■ WHAT TO PRODUCE ■
Any image in the records is to be skipped; everything else should be reproduced exactly.

○ ○ ○

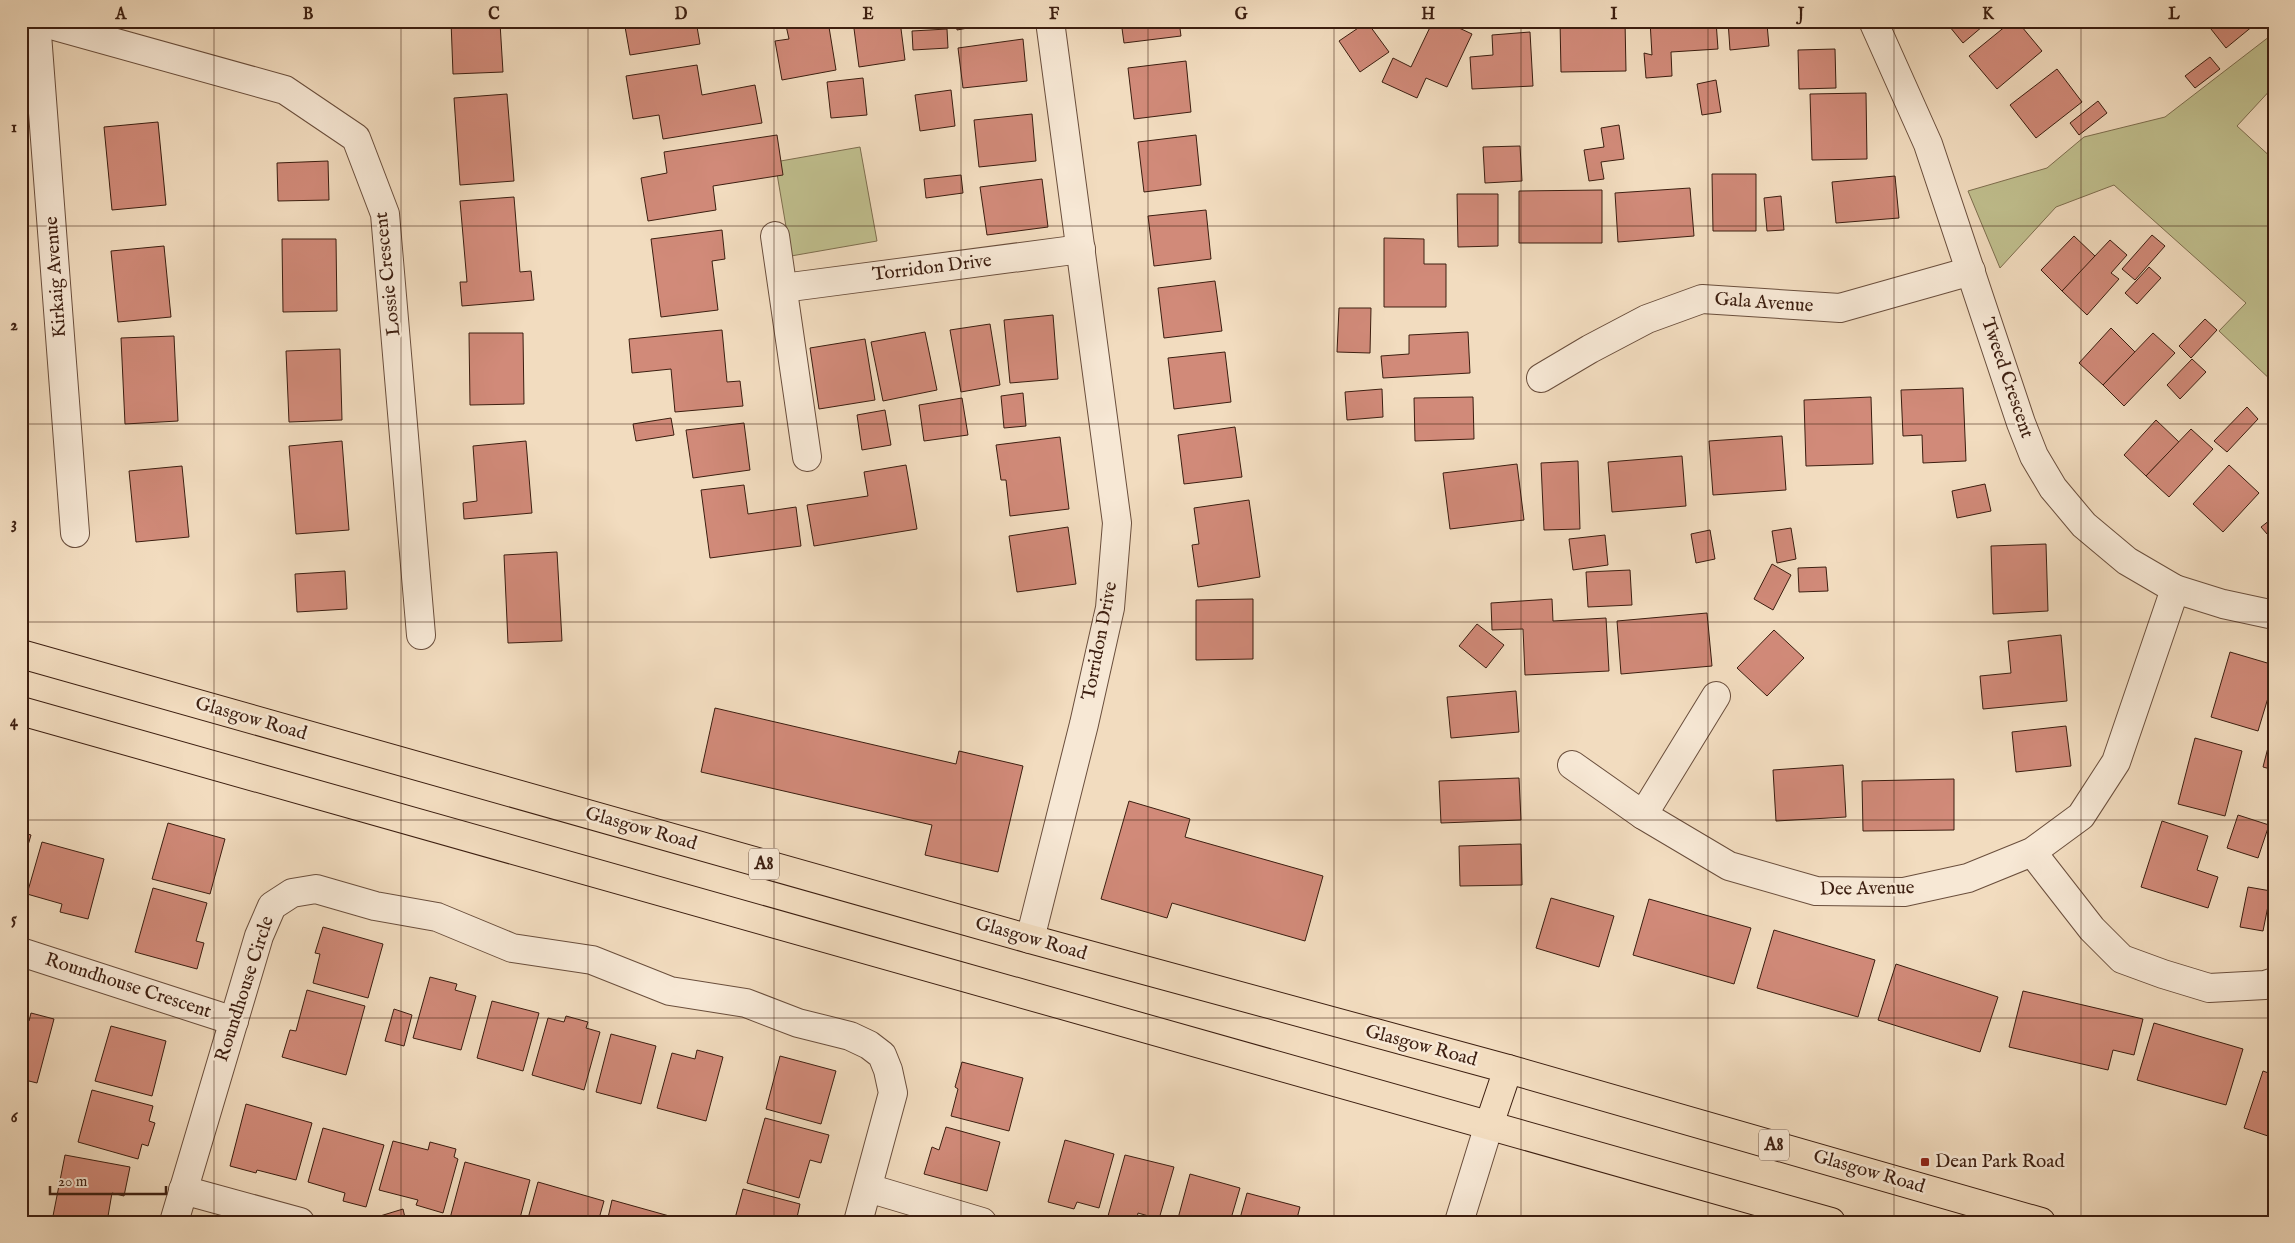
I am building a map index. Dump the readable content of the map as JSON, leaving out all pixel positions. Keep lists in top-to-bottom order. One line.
{"streets":{"main road":["Glasgow Road","A8"],"street":["Torridon Drive","Lossie Crescent","Kirkaig Avenue","Gala Avenue","Tweed Crescent","Dee Avenue","Roundhouse Crescent","Roundhouse Circle"]},"crossings":[["Torridon Drive","Glasgow Road"],["Lossie Crescent","Kirkaig Avenue"],["Gala Avenue","Tweed Crescent"],["Tweed Crescent","Dee Avenue"],["Roundhouse Crescent","Roundhouse Circle"]],"places":{"transit":["Dean Park Road"]},"scale_bar":"20 m","grid":{"columns":["A","B","C","D","E","F","G","H","I","J","K","L"],"rows":["1","2","3","4","5","6"]}}
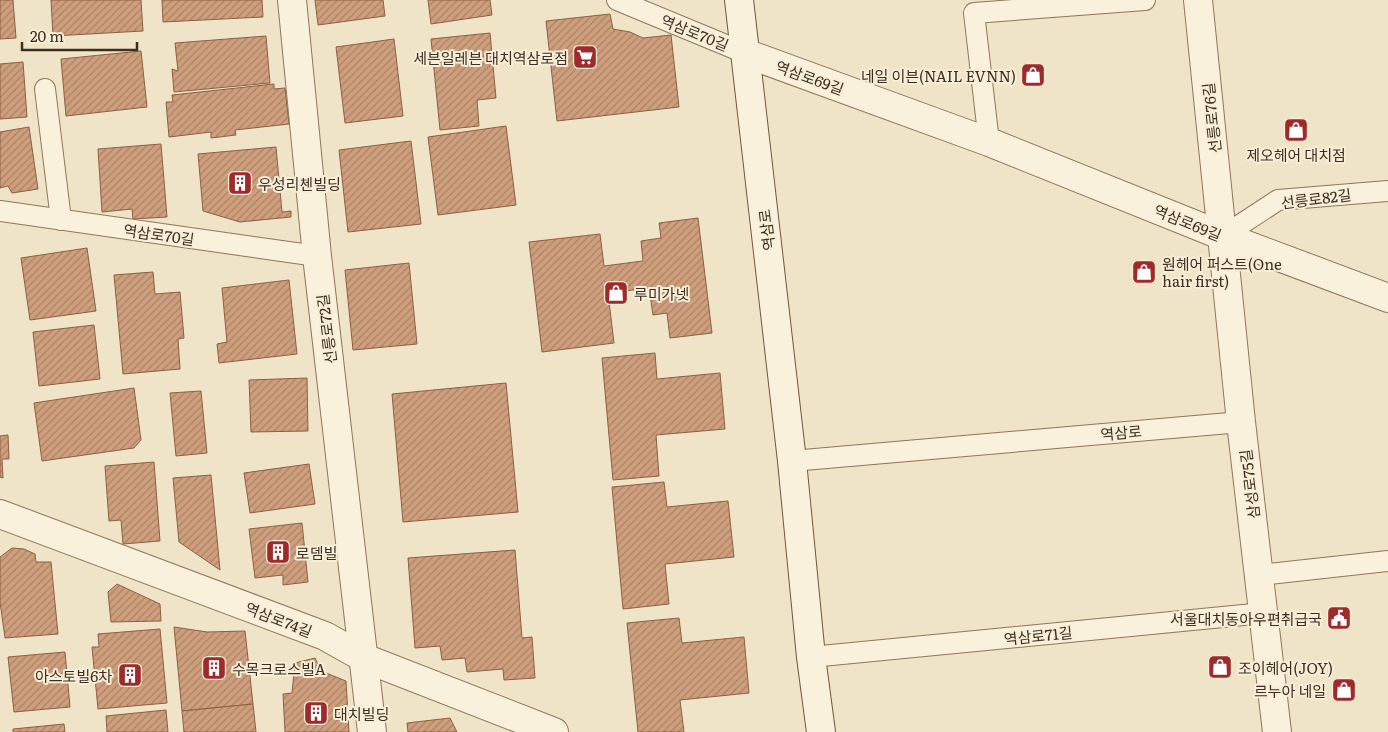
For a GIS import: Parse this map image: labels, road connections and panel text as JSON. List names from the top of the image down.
{
  "streets": {
    "street": [
      "역삼로69길",
      "선릉로76길",
      "역삼로",
      "선릉로72길",
      "삼성로75길",
      "역삼로74길"
    ],
    "lane": ["역삼로70길", "선릉로82길", "역삼로71길"]
  },
  "crossings": [
    ["역삼로70길", "역삼로69길"],
    ["역삼로70길", "역삼로"],
    ["역삼로70길", "선릉로72길"],
    ["역삼로69길", "선릉로76길"],
    ["역삼로69길", "선릉로82길"],
    ["역삼로69길", "역삼로"],
    ["역삼로69길", "삼성로75길"],
    ["선릉로76길", "선릉로82길"],
    ["선릉로76길", "삼성로75길"],
    ["선릉로82길", "삼성로75길"],
    ["역삼로", "삼성로75길"],
    ["역삼로", "역삼로71길"],
    ["선릉로72길", "역삼로74길"],
    ["삼성로75길", "역삼로71길"]
  ],
  "places": {
    "supermarket": ["세븐일레븐 대치역삼로점"],
    "shop": [
      "네일 이븐(NAIL EVNN)",
      "제오헤어 대치점",
      "원헤어 퍼스트(One hair first)",
      "루미가넷",
      "조이헤어(JOY)",
      "르누아 네일"
    ],
    "building": [
      "우성리첸빌딩",
      "로뎀빌",
      "수목크로스빌A",
      "아스토빌6차",
      "대치빌딩"
    ],
    "public building": ["서울대치동아우편취급국"]
  },
  "scale_bar": "20 m"
}
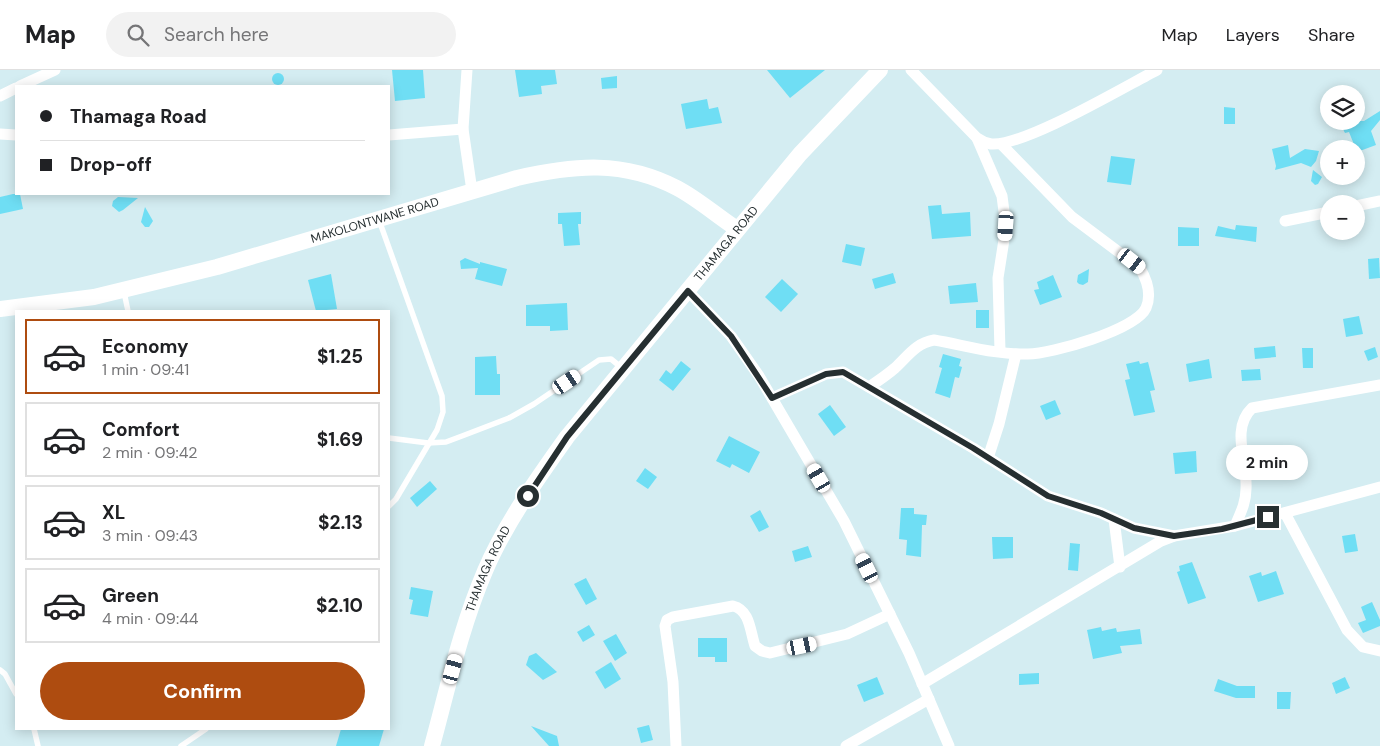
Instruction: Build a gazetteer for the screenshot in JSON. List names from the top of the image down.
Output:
{
  "streets": {
    "main road": ["MAKOLONTWANE ROAD", "THAMAGA ROAD"]
  },
  "crossings": [
    ["MAKOLONTWANE ROAD", "THAMAGA ROAD"]
  ],
  "page": {
    "header": "Map",
    "search": "Search here",
    "nav": ["Map", "Layers", "Share"],
    "map_buttons": ["+", "−"],
    "banner": ["Thamaga Road", "Drop-off"],
    "list": [
      {
        "name": "Economy",
        "note": "1 min · 09:41",
        "value": "$1.25"
      },
      {
        "name": "Comfort",
        "note": "2 min · 09:42",
        "value": "$1.69"
      },
      {
        "name": "XL",
        "note": "3 min · 09:43",
        "value": "$2.13"
      },
      {
        "name": "Green",
        "note": "4 min · 09:44",
        "value": "$2.10"
      }
    ],
    "bubble": "2 min",
    "buttons": "Confirm"
  }
}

○ ○ ○

■ RESPONSE TO THIS TASK ■
I am building a map index. Dump the readable content of the map as JSON, leaving out all pixel positions. Keep lists in top-to-bottom order. One line.
{"streets":{"main road":["Glasgow Road","A8"],"street":["Torridon Drive","Lossie Crescent","Kirkaig Avenue","Gala Avenue","Tweed Crescent","Dee Avenue","Roundhouse Crescent","Roundhouse Circle"]},"crossings":[["Torridon Drive","Glasgow Road"],["Lossie Crescent","Kirkaig Avenue"],["Gala Avenue","Tweed Crescent"],["Tweed Crescent","Dee Avenue"],["Roundhouse Crescent","Roundhouse Circle"]],"places":{"transit":["Dean Park Road"]},"scale_bar":"20 m","grid":{"columns":["A","B","C","D","E","F","G","H","I","J","K","L"],"rows":["1","2","3","4","5","6"]}}
For a GIS import: Parse this map image: labels, road connections and panel text as JSON. List names from the top of the image down.
{
  "streets": {
    "street": [
      "역삼로69길",
      "선릉로76길",
      "역삼로",
      "선릉로72길",
      "삼성로75길",
      "역삼로74길"
    ],
    "lane": ["역삼로70길", "선릉로82길", "역삼로71길"]
  },
  "crossings": [
    ["역삼로70길", "역삼로69길"],
    ["역삼로70길", "역삼로"],
    ["역삼로70길", "선릉로72길"],
    ["역삼로69길", "선릉로76길"],
    ["역삼로69길", "선릉로82길"],
    ["역삼로69길", "역삼로"],
    ["역삼로69길", "삼성로75길"],
    ["선릉로76길", "선릉로82길"],
    ["선릉로76길", "삼성로75길"],
    ["선릉로82길", "삼성로75길"],
    ["역삼로", "삼성로75길"],
    ["역삼로", "역삼로71길"],
    ["선릉로72길", "역삼로74길"],
    ["삼성로75길", "역삼로71길"]
  ],
  "places": {
    "supermarket": ["세븐일레븐 대치역삼로점"],
    "shop": [
      "네일 이븐(NAIL EVNN)",
      "제오헤어 대치점",
      "원헤어 퍼스트(One hair first)",
      "루미가넷",
      "조이헤어(JOY)",
      "르누아 네일"
    ],
    "building": [
      "우성리첸빌딩",
      "로뎀빌",
      "수목크로스빌A",
      "아스토빌6차",
      "대치빌딩"
    ],
    "public building": ["서울대치동아우편취급국"]
  },
  "scale_bar": "20 m"
}
Instruction: Build a gazetteer for the screenshot in JSON. List names from the top of the image down.
Output:
{
  "streets": {
    "main road": ["MAKOLONTWANE ROAD", "THAMAGA ROAD"]
  },
  "crossings": [
    ["MAKOLONTWANE ROAD", "THAMAGA ROAD"]
  ],
  "page": {
    "header": "Map",
    "search": "Search here",
    "nav": ["Map", "Layers", "Share"],
    "map_buttons": ["+", "−"],
    "banner": ["Thamaga Road", "Drop-off"],
    "list": [
      {
        "name": "Economy",
        "note": "1 min · 09:41",
        "value": "$1.25"
      },
      {
        "name": "Comfort",
        "note": "2 min · 09:42",
        "value": "$1.69"
      },
      {
        "name": "XL",
        "note": "3 min · 09:43",
        "value": "$2.13"
      },
      {
        "name": "Green",
        "note": "4 min · 09:44",
        "value": "$2.10"
      }
    ],
    "bubble": "2 min",
    "buttons": "Confirm"
  }
}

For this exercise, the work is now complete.